Engraçado saber que fui lembrada e citada, anos depois, por causa de uma discussão, mas é a vida, enfim.

Uma das minhas preferidas, da Legião :

♪ "Vem depressa pra mim
que eu não sei esperar..." ♫

Dois beijos, moço. E viva o mundo de Platão. ;)

ℓυηα

Jamylle Bezerra disse...

Essas idas e vindas, esses encontros e desencontros fazem parte da vida. Eu também já passei por situações semelhantes e concordo quando você diz que a distância + tempo = falta de entrosamento!

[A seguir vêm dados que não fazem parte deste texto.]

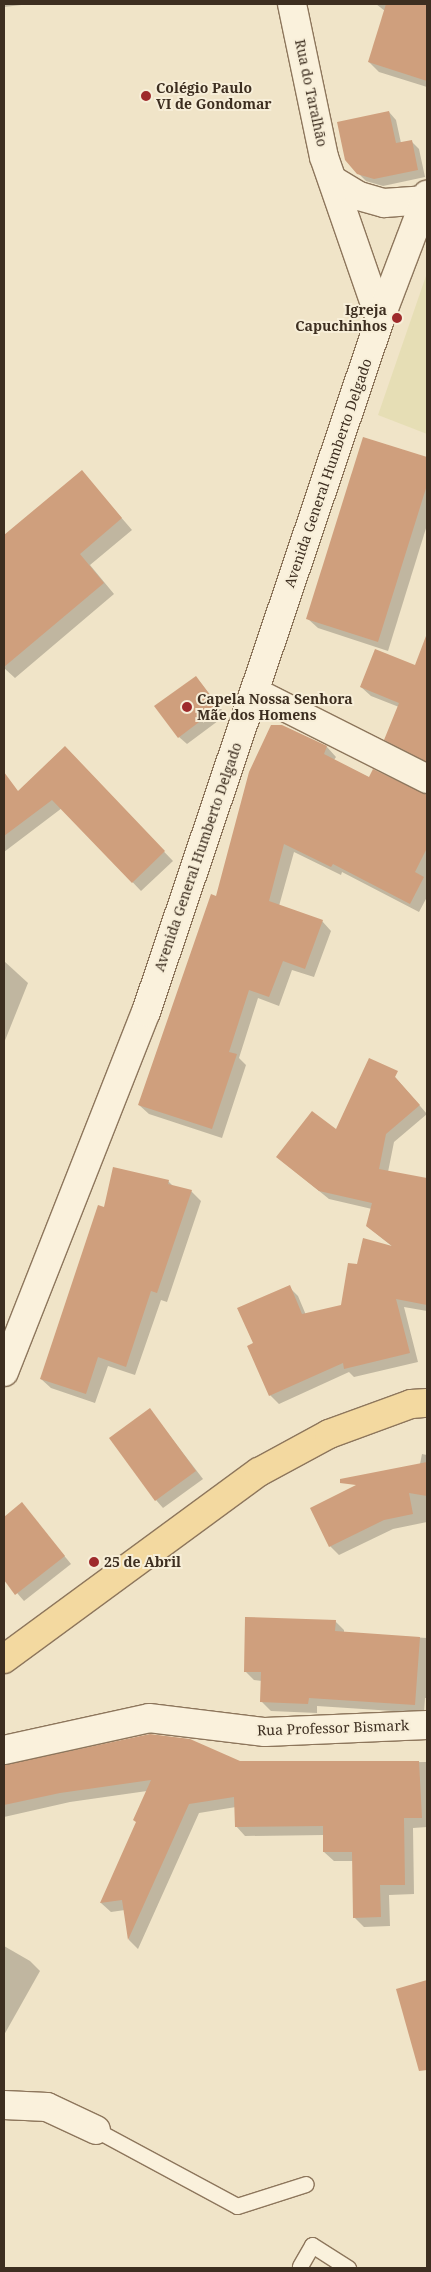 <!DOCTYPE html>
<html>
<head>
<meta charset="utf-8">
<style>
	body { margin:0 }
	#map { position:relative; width:431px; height:2272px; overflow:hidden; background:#f0e4c8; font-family:"Noto Serif",serif }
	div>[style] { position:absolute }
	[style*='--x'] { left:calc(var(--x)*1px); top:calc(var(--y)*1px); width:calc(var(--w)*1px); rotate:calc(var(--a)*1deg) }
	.farmland>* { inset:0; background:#e6deb5 }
	.shadow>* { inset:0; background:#0003 }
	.building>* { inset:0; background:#cf9f7d }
	.roads { filter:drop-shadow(1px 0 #8d765c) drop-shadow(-1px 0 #8d765c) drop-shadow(0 1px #8d765c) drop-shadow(0 -1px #8d765c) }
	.lane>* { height:15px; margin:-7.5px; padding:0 7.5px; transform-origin:7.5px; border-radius:7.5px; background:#faf1dc }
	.street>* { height:28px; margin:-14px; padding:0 14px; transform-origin:14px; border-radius:14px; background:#faf1dc }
	.secondary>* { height:28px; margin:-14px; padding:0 14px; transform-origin:14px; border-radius:14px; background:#faf1dc }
	.primary>* { height:28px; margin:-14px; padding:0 14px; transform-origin:14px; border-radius:14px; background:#f3d9a0 }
	.dots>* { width:14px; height:14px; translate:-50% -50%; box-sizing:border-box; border:2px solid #f7eed8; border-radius:50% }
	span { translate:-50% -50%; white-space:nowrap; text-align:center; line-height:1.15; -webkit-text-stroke:4px #f7eed8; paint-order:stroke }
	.poi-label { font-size:14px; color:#3d2e20; font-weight:700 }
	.left { translate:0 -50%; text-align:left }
	.right { translate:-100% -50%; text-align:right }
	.street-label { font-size:14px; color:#3d2e20 }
	.frame { position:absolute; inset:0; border:5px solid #3d2e20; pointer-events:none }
</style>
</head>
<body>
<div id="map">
	<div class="farmland">
		<i style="clip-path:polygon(427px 273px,427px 434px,378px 415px)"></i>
	</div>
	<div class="shadow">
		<i style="clip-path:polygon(4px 4px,30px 4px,4px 7px)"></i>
		<i style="clip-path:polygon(376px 4px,427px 4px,427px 87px,379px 72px,369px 62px,385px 11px)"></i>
		<i style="clip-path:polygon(389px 112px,396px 120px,401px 143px,411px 141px,419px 149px,425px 177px,383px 186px,366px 181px,358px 173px)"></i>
		<i style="clip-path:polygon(364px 438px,427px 458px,427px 525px,388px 651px,318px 628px,308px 619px)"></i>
		<i style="clip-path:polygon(82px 472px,132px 530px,90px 565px,114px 594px,15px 678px,4px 668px,4px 537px)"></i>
		<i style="clip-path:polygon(376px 651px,427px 671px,427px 766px,395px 749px,386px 740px,399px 707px,371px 696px,361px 687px)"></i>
		<i style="clip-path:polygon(196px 677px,226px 715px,187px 744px,179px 737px)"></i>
		<i style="clip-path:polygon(282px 727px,327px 747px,336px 757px,334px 760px,370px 778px,427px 796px,427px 897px,419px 912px,342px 872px,341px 875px,294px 852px,279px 906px,322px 921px,331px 931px,314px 977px,292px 970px,279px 1006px,258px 998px,239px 1058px,246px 1065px,222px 1138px,149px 1114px,139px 1105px)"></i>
		<i style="clip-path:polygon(73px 757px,173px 861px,141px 891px,62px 808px,4px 852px,4px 775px,18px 792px)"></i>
		<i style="clip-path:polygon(4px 961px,28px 983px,4px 1043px)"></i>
		<i style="clip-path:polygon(395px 1077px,427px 1114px,394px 1142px,388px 1172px,427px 1180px,427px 1311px,404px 1307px,418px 1362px,354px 1377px,349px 1372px,279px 1404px,270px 1395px,254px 1344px,289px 1287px,298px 1296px,306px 1315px,343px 1306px,358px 1266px,393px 1247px,367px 1226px,372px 1209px,329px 1199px,277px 1157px,337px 1131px)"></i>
		<i style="clip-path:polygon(168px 1181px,174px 1187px,191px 1191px,201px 1201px,167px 1302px,161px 1300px,135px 1375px,108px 1366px,95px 1403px,51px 1388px,41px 1379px,105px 1208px)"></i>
		<i style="clip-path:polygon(150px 1410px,203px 1479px,163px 1508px,156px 1500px)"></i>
		<i style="clip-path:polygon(422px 1454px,427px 1455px,427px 1522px,393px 1529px,339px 1555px,330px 1546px,420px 1464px)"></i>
		<i style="clip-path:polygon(22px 1504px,71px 1564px,24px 1601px,4px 1578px,4px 1518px)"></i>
		<i style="clip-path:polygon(335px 1621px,344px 1630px,344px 1633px,427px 1638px,427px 1698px,425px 1698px,424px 1713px,317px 1706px,317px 1713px,271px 1711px,262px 1702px,262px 1681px,254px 1680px,245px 1671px)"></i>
		<i style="clip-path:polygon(427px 1762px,427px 1827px,413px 1828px,414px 1894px,389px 1895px,390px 1926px,364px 1927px,354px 1917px,353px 1861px,334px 1861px,324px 1852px,324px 1835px,245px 1836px,236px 1826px,236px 1807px,199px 1813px,138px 1949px,129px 1940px,125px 1910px,111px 1912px,101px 1903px,137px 1823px,147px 1791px,70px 1802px,4px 1817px,4px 1766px)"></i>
		<i style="clip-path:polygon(4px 1946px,30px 1961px,40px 1971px,4px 2035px)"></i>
		<i style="clip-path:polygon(427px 1982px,427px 2068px,398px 1990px)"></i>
	</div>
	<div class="building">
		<i style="clip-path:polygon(386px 4px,427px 4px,427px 81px,368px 62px)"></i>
		<i style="clip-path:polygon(389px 111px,396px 143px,412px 140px,418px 170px,374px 179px,357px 174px,345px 160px,337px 122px)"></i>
		<i style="clip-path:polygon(363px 437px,427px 457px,427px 485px,378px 642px,306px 619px)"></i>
		<i style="clip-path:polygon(82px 470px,122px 518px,80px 554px,104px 583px,4px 667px,4px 535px)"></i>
		<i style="clip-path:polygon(426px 636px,427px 637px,427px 762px,384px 740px,399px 703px,360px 687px,375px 649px,415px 665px)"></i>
		<i style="clip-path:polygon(196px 676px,219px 707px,178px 738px,154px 706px)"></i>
		<i style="clip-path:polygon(271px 725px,282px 725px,327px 746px,324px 754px,369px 777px,373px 769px,427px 795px,427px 848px,415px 872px,424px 877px,410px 904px,333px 864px,331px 867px,284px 844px,269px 901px,323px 920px,305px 969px,283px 961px,269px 997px,249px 990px,229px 1052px,237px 1054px,212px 1129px,138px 1105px,211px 894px,216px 896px,249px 772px)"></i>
		<i style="clip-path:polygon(65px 746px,165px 851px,132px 883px,52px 800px,4px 836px,4px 772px,18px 791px)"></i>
		<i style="clip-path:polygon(369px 1058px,398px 1071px,395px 1077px,420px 1105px,386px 1134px,379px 1169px,427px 1178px,427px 1305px,396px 1299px,410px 1353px,344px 1369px,343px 1363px,269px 1396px,247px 1346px,253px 1343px,237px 1308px,290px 1285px,302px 1314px,341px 1305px,348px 1263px,357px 1264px,363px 1238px,392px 1246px,366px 1226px,372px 1203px,319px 1191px,276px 1157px,312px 1111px,336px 1129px)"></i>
		<i style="clip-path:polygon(113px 1167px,169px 1180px,168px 1184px,192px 1190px,157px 1293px,151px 1291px,126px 1367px,98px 1357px,86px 1394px,40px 1379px,98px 1205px,104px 1207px)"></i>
		<i style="clip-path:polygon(150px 1408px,196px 1471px,155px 1501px,109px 1438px)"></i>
		<i style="clip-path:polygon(427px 1462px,427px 1496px,409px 1493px,413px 1514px,384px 1520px,329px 1547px,310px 1508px,356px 1485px,340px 1483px,340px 1479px)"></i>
		<i style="clip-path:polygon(22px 1502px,65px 1556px,15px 1595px,4px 1580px,4px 1517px)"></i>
		<i style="clip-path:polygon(245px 1617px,336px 1620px,335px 1631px,420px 1637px,415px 1705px,309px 1698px,308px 1704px,260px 1702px,261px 1672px,244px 1672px)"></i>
		<i style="clip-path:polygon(150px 1734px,190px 1739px,240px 1761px,419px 1761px,422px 1818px,404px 1818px,405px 1885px,380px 1885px,381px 1917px,353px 1918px,352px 1852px,323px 1852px,323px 1826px,235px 1827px,234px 1797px,189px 1804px,128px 1940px,122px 1900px,100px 1903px,136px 1822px,133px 1820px,151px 1780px,60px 1793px,4px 1805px,4px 1765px)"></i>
		<i style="clip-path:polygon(427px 1980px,427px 2070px,419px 2071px,396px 1989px)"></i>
	</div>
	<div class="roads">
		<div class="lane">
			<i style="--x:96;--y:2130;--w:160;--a:28.3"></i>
			<i style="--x:237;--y:2206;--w:72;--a:-17.7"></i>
			<i style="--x:300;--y:2266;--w:24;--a:-60"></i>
			<i style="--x:312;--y:2245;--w:43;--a:32.6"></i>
		</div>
		<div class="street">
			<i style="--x:292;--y:4;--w:156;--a:78.2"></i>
			<i style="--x:324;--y:157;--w:171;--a:70.9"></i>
			<i style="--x:334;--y:181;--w:29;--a:31"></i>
			<i style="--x:359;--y:196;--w:26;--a:16"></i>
			<i style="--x:384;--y:203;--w:43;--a:-4"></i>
			<i style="--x:255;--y:692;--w:193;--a:26.8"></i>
			<i style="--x:4;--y:1750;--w:148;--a:-12.4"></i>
			<i style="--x:149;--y:1718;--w:117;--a:6.9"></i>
			<i style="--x:265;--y:1732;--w:162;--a:-2.5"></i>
			<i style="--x:4;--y:2105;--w:43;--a:2.7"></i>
			<i style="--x:47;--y:2107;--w:54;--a:25.1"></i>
		</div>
		<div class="secondary">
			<i style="--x:4;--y:1372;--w:387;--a:-68.5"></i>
			<i style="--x:146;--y:1012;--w:731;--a:-71.34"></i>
			<i style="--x:380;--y:319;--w:133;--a:-69.2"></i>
		</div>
		<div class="primary">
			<i style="--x:4;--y:1659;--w:316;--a:-36.3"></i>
			<i style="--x:259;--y:1472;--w:80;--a:-28.5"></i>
			<i style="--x:329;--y:1434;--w:87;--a:-20.1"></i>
			<i style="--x:411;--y:1404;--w:16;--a:-4"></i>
		</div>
	</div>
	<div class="dots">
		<i style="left:146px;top:96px;background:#9e2a2b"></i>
		<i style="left:397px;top:318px;background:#9e2a2b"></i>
		<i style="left:187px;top:707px;background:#9e2a2b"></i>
		<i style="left:94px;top:1562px;background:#9e2a2b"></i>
	</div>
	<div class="poi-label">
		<span class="left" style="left:156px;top:96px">Colégio Paulo<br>VI de Gondomar</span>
		<span class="right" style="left:387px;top:318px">Igreja<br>Capuchinhos</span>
		<span class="left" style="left:197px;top:707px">Capela Nossa Senhora<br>Mãe dos Homens</span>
		<span class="left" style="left:104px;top:1562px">25 de Abril</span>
	</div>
	<div class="street-label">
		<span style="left:311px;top:93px;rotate:78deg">Rua do Taralhão</span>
		<span style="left:328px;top:473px;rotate:-71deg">Avenida General Humberto Delgado</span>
		<span style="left:198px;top:857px;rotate:-71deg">Avenida General Humberto Delgado</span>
		<span style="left:333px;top:1728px;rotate:-2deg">Rua Professor Bismark</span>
	</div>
	<div class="frame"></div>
</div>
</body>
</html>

Bom meio de semana pra vc!

MissUniversoPróprio disse...

Lembrei de "Que país é este??"

Pois é, querido, o mundo gira, e nós nos descobrimos indiferentes aos mundos alheios. Só nos resta nós e nossos umbigos. Infelizmente.

Grande beijo e obrigada por semore deixar um comentário musicado pra mim! Adoro! ;)

Eraldo Paulino disse...

Batom: é verdade que todos passamos por essa fase. Eu ainda não passei totalmente, só me esforço ao máximo pra não ser tão chato. bjs

Bené: Que honra tê-lo em minha casa, meu caro. Volte sempre! És muito bem vindo! E eu ainda amo por demais a Legião! A voz do Renato ainda é imbatível - ele apenas perdeu o posto de melhor letrista pra mim... hoje em dia considero o Arnaldo Antunes o melhor da geração oitentista.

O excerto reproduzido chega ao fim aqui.